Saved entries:

◇ ◇ ◇ ◇ ◇

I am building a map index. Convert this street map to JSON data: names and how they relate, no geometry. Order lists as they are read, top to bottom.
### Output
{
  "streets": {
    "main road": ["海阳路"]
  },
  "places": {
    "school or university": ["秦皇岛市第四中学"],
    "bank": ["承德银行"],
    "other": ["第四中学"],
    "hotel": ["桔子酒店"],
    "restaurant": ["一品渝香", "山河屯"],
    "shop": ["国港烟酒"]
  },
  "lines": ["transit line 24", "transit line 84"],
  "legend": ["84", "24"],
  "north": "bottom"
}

◇ ◇ ◇ ◇ ◇

Copy the data word for word.

I am building a map index. Convert this street map to JSON data: names and how they relate, no geometry. Order lists as they are read, top to bottom.
### Output
{
  "streets": {
    "main road": ["海阳路"]
  },
  "places": {
    "school or university": ["秦皇岛市第四中学"],
    "bank": ["承德银行"],
    "other": ["第四中学"],
    "hotel": ["桔子酒店"],
    "restaurant": ["一品渝香", "山河屯"],
    "shop": ["国港烟酒"]
  },
  "lines": ["transit line 24", "transit line 84"],
  "legend": ["84", "24"],
  "north": "bottom"
}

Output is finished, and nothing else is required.